Gönüllü olarak İslâm
kimliğini seçmeyenler, “dayatılmış kimlikler”e mahkûm olurlar. Modernizm bir
“yaşam-tarzı dayatması”dır. Gündemi Kur’ân olmayanlar, “dayatılmış gündemler”e
mahkûm olurlar.
İslâm Devleti, zımmî halkı
İslâm’ın emirlerini yerine getirmeye zorlayamaz, fakat kamusal alanda İslâm’ın
yasaklarına uymaya zorlar. Zîrâ İslâm Devleti’nde kamusal alan İslâm’a göre
düzenlenir. Çünkü İslâm; doğal, normâl ve fıtrî olanla birebir uyum içindedir.
Böylece İslâm insanları, doğayla ve doğal olanla uyumlu olmaya zorlar ki,
sünnetullah zâten budur.
Körü-körüne bağlılıklar,
kişiyi, bağlı olduğunun lehine aşırı yoruma zorlar.
Modern kent ve apartman bir
dayatmadır. İnsanlar müstakil evlerinden koparılarak apartmanlara
hapsedilmiştir ve bu en azından psikolojik bir dayatmadır.

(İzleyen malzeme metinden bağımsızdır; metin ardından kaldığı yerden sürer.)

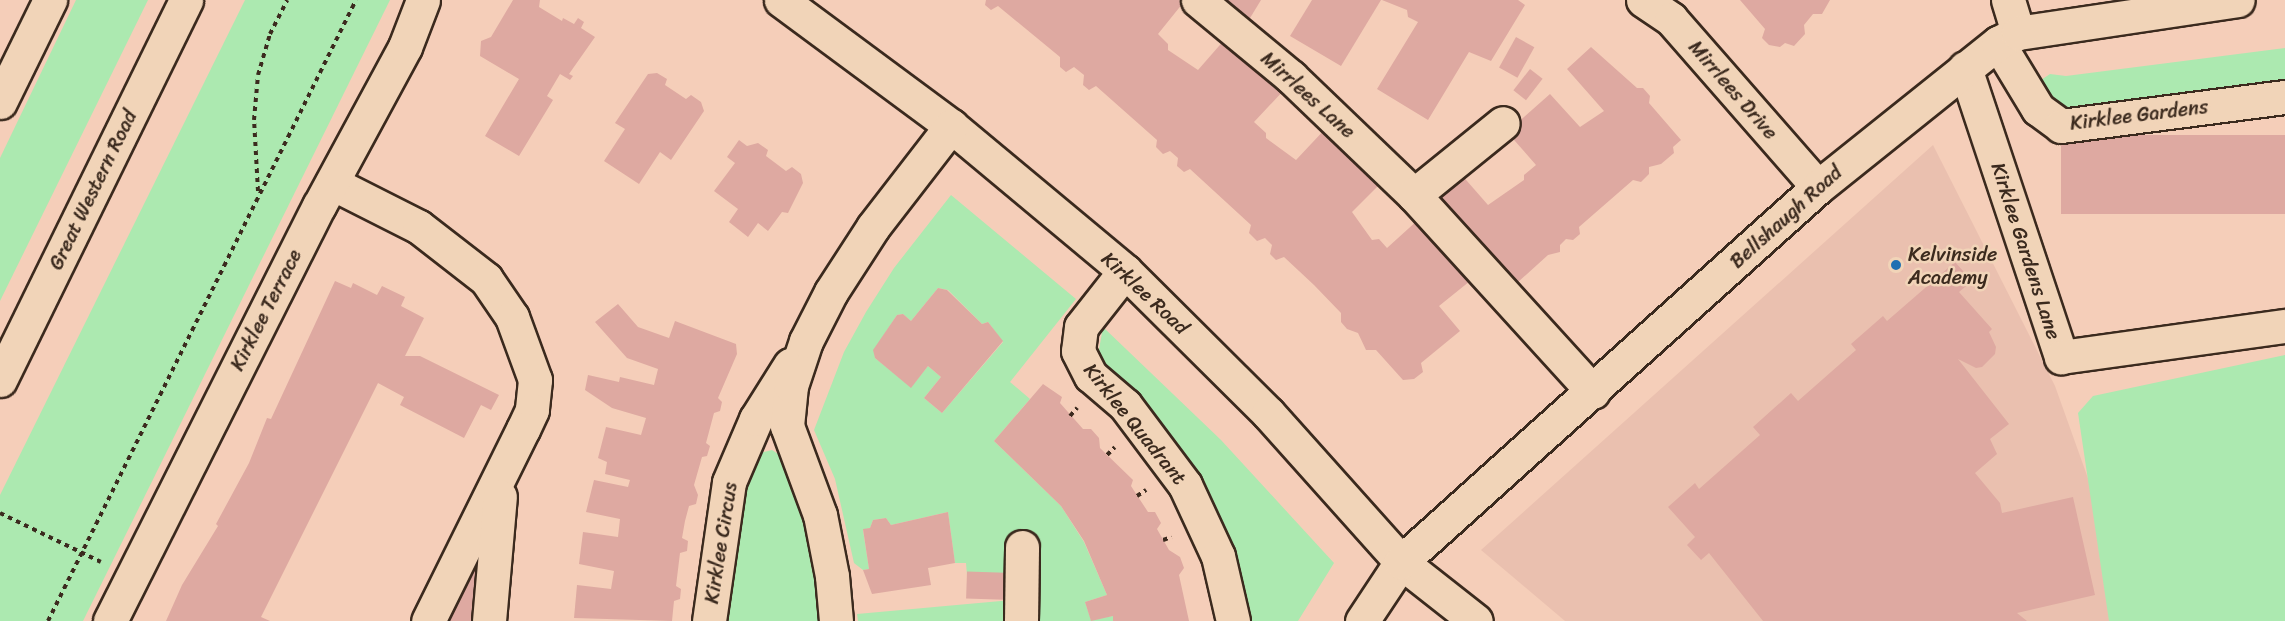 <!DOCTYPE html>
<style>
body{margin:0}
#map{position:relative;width:2285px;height:621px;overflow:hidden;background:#f5ceb9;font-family:Sriracha,sans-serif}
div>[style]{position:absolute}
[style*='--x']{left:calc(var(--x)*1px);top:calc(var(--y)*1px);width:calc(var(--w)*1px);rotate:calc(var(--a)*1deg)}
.built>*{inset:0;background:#eac0af}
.green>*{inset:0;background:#ace9b0}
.building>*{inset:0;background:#dea9a1;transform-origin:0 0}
.path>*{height:4px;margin-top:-2px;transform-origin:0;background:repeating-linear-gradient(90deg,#3b2a1e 0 4.5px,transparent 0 9px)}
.roads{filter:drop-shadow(2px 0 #3b2a1e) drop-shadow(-2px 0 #3b2a1e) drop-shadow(0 2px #3b2a1e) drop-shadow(0 -2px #3b2a1e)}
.minor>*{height:33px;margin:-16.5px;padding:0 16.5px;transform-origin:16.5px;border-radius:16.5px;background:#f1d4b8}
.major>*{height:33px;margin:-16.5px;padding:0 16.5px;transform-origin:16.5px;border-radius:16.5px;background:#f1d4b8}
.dots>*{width:16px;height:16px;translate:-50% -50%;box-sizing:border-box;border:3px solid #f1d4b8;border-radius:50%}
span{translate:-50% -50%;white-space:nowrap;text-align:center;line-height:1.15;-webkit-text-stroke:5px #f1d4b8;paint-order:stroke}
.street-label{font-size:20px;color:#3b2a1e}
.poi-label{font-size:20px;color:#3b2a1e}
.left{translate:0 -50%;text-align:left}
</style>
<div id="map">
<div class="built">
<div style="clip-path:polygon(1933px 145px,2055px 386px,2139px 621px,1565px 621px,1481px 550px)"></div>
</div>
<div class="green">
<div style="clip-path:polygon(76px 0,148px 0,0 301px,0 158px)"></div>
<div style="clip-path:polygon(245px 0,390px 0,83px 621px,0 621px,0 495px)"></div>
<div style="clip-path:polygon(2285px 48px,2285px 83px,2072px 109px,2041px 96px,2038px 82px,2050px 74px,2066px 76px)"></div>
<div style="clip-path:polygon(evenodd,951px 195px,1076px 299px,1010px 382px,1030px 399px,994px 441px,1061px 506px,1084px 542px,1107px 595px,1085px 602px,1091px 620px,1113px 616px,1113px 621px,1030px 621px,1038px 598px,1013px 573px,967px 575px,966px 563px,955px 563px,948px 512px,891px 525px,886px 518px,873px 520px,870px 528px,863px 530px,869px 569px,863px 570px,854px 563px,835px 479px,814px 430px,844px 352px,866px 312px,894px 268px,951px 195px,938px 288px,948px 290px,982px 324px,988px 322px,1003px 342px,942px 413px,924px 398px,941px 377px,928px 366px,911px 387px,875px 358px,874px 350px,897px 315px,903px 314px,911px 321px,938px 288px)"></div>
<div style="clip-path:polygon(1103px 327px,1221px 440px,1334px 563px,1298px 621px,1246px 621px,1116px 376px,1098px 355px)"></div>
<div style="clip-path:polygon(2285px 355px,2285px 621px,2109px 621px,2078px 413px,2093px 396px)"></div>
<div style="clip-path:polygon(772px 450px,786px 459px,806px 508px,824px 621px,721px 621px,730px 554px,750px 462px,760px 453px)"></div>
<div style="clip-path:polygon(1012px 600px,1012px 621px,858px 621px,857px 614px)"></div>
</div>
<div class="building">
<div style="clip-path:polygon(513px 0,540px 0,539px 7px,562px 21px,563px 18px,574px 24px,578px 18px,584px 22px,581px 28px,595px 37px,569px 74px,573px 76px,570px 80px,560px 74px,547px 96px,553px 100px,519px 156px,485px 136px,519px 79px,480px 56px,481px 41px,491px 37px)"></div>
<div style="clip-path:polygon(986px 0,1179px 0,1183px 3px,1158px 34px,1168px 44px,1168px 50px,1198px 70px,1226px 38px,1285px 89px,1254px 122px,1266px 133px,1266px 138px,1296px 160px,1327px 127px,1383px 181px,1352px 212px,1372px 240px,1379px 239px,1387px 248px,1419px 219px,1475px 277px,1439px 306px,1460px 331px,1421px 363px,1423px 372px,1414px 379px,1403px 380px,1376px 350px,1366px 350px,1358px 333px,1347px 329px,1341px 322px,1341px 313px,1314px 285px,1284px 257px,1276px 260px,1270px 254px,1272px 245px,1265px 238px,1257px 241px,1249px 233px,1251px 225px,1190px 169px,1184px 172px,1177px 166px,1178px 158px,1170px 151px,1163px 154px,1156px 147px,1157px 140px,1096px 86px,1089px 90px,1083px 85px,1084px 75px,1074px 67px,1066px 72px,1060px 67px,1060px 57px,998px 6px,991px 10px,985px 5px)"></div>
<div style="clip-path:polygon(1219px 0,1261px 0,1247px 23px)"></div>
<div style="clip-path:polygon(1312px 0,1381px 0,1341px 66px,1290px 36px)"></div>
<div style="clip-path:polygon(1382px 0,1518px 0,1525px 5px,1491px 61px,1469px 52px,1428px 120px,1377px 89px,1418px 22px,1408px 17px,1407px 10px)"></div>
<div style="clip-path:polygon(1740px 0,1830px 0,1822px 14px,1813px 14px,1804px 25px,1805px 34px,1794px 46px,1785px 43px,1780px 47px,1769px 45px,1762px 38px,1765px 29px)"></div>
<div style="left:1516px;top:37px;width:21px;height:35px;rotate:29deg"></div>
<div style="clip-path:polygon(1591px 47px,1637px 88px,1643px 88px,1650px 96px,1649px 103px,1681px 140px,1673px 147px,1674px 153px,1661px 164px,1649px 167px,1649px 174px,1641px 182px,1633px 180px,1579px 227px,1580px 234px,1573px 240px,1566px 239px,1560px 245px,1560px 252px,1548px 255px,1517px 283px,1433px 196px,1460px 173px,1488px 205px,1524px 180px,1524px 175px,1536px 165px,1507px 132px,1550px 94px,1580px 127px,1604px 111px,1567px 69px)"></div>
<div style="left:1530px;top:69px;width:16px;height:27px;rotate:38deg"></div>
<div style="clip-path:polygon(657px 73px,667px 79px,665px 85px,686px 99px,691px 95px,701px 102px,704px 111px,671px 160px,660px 152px,639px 184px,604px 161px,625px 129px,615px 123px,648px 74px)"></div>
<div style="left:2285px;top:135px;width:79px;height:224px;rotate:90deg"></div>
<div style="clip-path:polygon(739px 140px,747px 146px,758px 143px,768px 150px,766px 156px,786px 171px,792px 167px,801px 174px,803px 183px,788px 213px,782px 212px,768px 231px,758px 223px,748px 237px,729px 222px,738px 209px,714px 191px,735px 163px,727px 157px)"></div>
<div style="clip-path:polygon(1955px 262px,1972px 281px,1959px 292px,1992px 329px,1989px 332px,1996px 347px,1995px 354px,1982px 367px,1976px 368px,1958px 359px,2009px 424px,1990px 439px,1997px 454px,1975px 473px,2000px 503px,2002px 513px,2073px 497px,2095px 595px,2017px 613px,2027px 621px,1763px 621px,1709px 553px,1701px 560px,1687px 545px,1695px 537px,1668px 507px,1695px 483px,1699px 489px,1760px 435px,1753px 427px,1791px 393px,1798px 401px,1856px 350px,1851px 344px,1883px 316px,1887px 321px)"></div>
<div style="clip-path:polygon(335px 281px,351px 288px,353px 283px,377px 295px,382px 286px,405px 297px,401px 306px,424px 318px,405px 356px,420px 356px,499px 395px,491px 410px,481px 405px,464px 438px,400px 405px,404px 397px,378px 383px,261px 617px,270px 621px,166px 621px,182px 585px,218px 526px,216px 524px,249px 463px,267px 418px,271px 419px)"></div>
<div style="clip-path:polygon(938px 288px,947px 290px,982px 324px,988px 322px,1003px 341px,942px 413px,924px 398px,941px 377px,928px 366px,911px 388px,875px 358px,873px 350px,897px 315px,903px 314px,911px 321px)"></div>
<div style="clip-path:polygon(618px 304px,638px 327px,669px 338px,675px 321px,736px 344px,737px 354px,718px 398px,722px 402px,720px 411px,714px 413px,706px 443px,710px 446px,707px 456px,702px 457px,694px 485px,698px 495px,696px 504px,689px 506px,685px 521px,682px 538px,688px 541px,687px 551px,680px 553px,676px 586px,681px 589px,680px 599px,674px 601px,672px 621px,574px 618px,577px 585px,611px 589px,614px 571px,579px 564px,583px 532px,618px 537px,620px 519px,586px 512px,594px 480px,628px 487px,630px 480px,605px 474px,607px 462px,598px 458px,606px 427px,641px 435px,646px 418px,612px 408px,585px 390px,588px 375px,619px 382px,620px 377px,654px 385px,658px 369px,627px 358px,595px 322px)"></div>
<div style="clip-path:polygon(1043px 384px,1062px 397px,1060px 403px,1083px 429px,1091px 429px,1099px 438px,1100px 448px,1133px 480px,1131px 486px,1148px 512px,1155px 512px,1161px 523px,1157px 529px,1169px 550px,1180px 557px,1184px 568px,1179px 575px,1189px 621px,1113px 621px,1113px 616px,1091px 621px,1085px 602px,1107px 595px,1084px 541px,1061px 506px,994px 441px)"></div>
<div style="clip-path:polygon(948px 512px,955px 563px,928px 568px,931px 585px,872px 594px,863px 570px,869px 569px,863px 529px,870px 528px,873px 520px,886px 518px,891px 525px)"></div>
<div style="clip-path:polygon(467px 566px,476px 570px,475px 621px,440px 621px)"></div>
<div style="left:1013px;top:573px;width:27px;height:46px;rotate:92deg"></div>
</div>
<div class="path">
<div style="--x:258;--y:191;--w:71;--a:-93.2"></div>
<div style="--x:254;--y:120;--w:45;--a:-84.9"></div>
<div style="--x:258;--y:75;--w:43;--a:-73.7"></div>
<div style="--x:270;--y:34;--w:38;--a:-63"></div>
<div style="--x:1070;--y:416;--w:11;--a:-49"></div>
<div style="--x:1107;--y:455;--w:11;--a:-45"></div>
<div style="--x:1137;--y:496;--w:11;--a:-34"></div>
<div style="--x:0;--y:513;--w:112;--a:25.9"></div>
<div style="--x:1163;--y:540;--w:9;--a:-18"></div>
<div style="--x:48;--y:621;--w:693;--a:-63.62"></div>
</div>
<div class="roads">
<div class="minor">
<div style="--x:781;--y:0;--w:212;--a:36.5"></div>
<div style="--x:951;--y:126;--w:226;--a:39.8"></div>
<div style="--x:1125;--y:271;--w:202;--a:44.8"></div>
<div style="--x:1268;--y:413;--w:200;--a:48.2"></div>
<div style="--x:1401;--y:562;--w:95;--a:38.2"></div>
<div style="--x:1198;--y:0;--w:121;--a:39.6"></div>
<div style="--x:1291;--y:77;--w:170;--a:43.8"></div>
<div style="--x:1414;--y:195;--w:266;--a:47.7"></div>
<div style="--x:1643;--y:0;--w:34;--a:34"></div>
<div style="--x:1671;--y:19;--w:223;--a:48.8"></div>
<div style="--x:2008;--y:0;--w:34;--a:73"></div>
<div style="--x:1998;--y:43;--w:77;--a:58.8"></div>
<div style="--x:2038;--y:109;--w:29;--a:36"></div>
<div style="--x:2061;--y:126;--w:226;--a:-7.4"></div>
<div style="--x:1965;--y:68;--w:305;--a:71.6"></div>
<div style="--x:2061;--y:357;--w:226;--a:-7.9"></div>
<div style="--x:0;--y:102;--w:114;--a:-63.9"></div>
<div style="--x:332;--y:183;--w:97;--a:26.8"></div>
<div style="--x:419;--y:227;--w:85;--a:37.8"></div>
<div style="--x:486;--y:279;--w:46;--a:55.6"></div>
<div style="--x:512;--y:317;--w:67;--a:69.9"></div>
<div style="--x:535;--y:380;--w:30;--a:96"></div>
<div style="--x:532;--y:410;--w:21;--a:115"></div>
<div style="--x:523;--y:429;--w:214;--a:116.3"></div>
<div style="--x:1414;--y:195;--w:114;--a:-39"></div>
<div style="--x:1125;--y:271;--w:71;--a:128.2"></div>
<div style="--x:1081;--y:327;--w:24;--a:97"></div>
<div style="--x:1078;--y:351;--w:28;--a:63"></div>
<div style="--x:1091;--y:376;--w:45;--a:40.5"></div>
<div style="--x:1125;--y:405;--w:100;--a:53.1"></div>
<div style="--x:1185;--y:485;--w:78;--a:65.1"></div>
<div style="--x:1218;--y:556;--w:67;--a:77"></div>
<div style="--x:110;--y:621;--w:465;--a:-63.3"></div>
<div style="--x:319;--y:206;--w:181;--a:-61.6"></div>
<div style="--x:405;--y:47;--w:50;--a:-69"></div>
<div style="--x:489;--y:621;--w:125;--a:-85"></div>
<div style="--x:709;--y:621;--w:140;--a:-81.8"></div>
<div style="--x:729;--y:482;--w:69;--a:-66.8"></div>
<div style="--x:756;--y:419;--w:64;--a:-57.8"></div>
<div style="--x:836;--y:621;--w:45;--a:-95.1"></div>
<div style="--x:832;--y:576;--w:62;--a:-101.1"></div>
<div style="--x:820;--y:515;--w:95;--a:-110.3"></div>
<div style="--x:787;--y:426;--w:40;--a:-84.3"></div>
<div style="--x:791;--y:386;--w:47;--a:-71.6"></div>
<div style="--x:806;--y:341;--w:55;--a:-63"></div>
<div style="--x:831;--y:292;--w:77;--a:-57.1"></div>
<div style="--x:873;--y:227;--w:128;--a:-52.3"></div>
<div style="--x:1021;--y:621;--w:74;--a:-89.2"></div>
<div style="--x:1362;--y:621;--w:71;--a:-56.5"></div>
<div style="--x:1401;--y:562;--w:561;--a:-41.96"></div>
<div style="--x:1818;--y:187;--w:231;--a:-38.7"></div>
<div style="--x:1998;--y:43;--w:22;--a:-27"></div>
<div style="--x:2018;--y:33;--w:222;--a:-8.5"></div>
</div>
<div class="major">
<div style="--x:0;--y:380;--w:423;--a:-63.9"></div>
</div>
</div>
<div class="dots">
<div style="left:1896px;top:265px;background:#1f6fb2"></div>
</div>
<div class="street-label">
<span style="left:1733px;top:90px;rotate:49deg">Mirrlees Drive</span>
<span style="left:1308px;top:95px;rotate:42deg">Mirrlees Lane</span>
<span style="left:2139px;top:115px;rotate:-7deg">Kirklee Gardens</span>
<span style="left:93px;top:190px;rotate:-64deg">Great Western Road</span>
<span style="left:1786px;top:217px;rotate:-42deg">Bellshaugh Road</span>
<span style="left:2026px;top:251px;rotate:72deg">Kirklee Gardens Lane</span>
<span style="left:1145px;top:293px;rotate:43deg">Kirklee Road</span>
<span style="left:266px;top:310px;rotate:-63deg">Kirklee Terrace</span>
<span style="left:1135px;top:424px;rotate:51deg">Kirklee Quadrant</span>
<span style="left:721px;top:543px;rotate:-81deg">Kirklee Circus</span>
</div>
<div class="poi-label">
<span class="left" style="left:1908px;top:266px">Kelvinside<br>Academy</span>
</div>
</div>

Genel anlamada tüm müslümanlar
için ama özelde Türkiye müslümanları için sunulan modern kıyâfet-şekli,
dayatılan ve kullanması için insanları zorladıkları bir kıyâfet-şeklidir.
Matematik bir “sâbite ve
teori dayatma” şeklidir. Matematiğin sâbiteleri birer dayatmadır, zîrâ bu
sâbitelerin doğada bir karşılığı yoktur.
Tevbe, nefsimize karşı
şiddet, dayatma ve zor kullanmak demektir.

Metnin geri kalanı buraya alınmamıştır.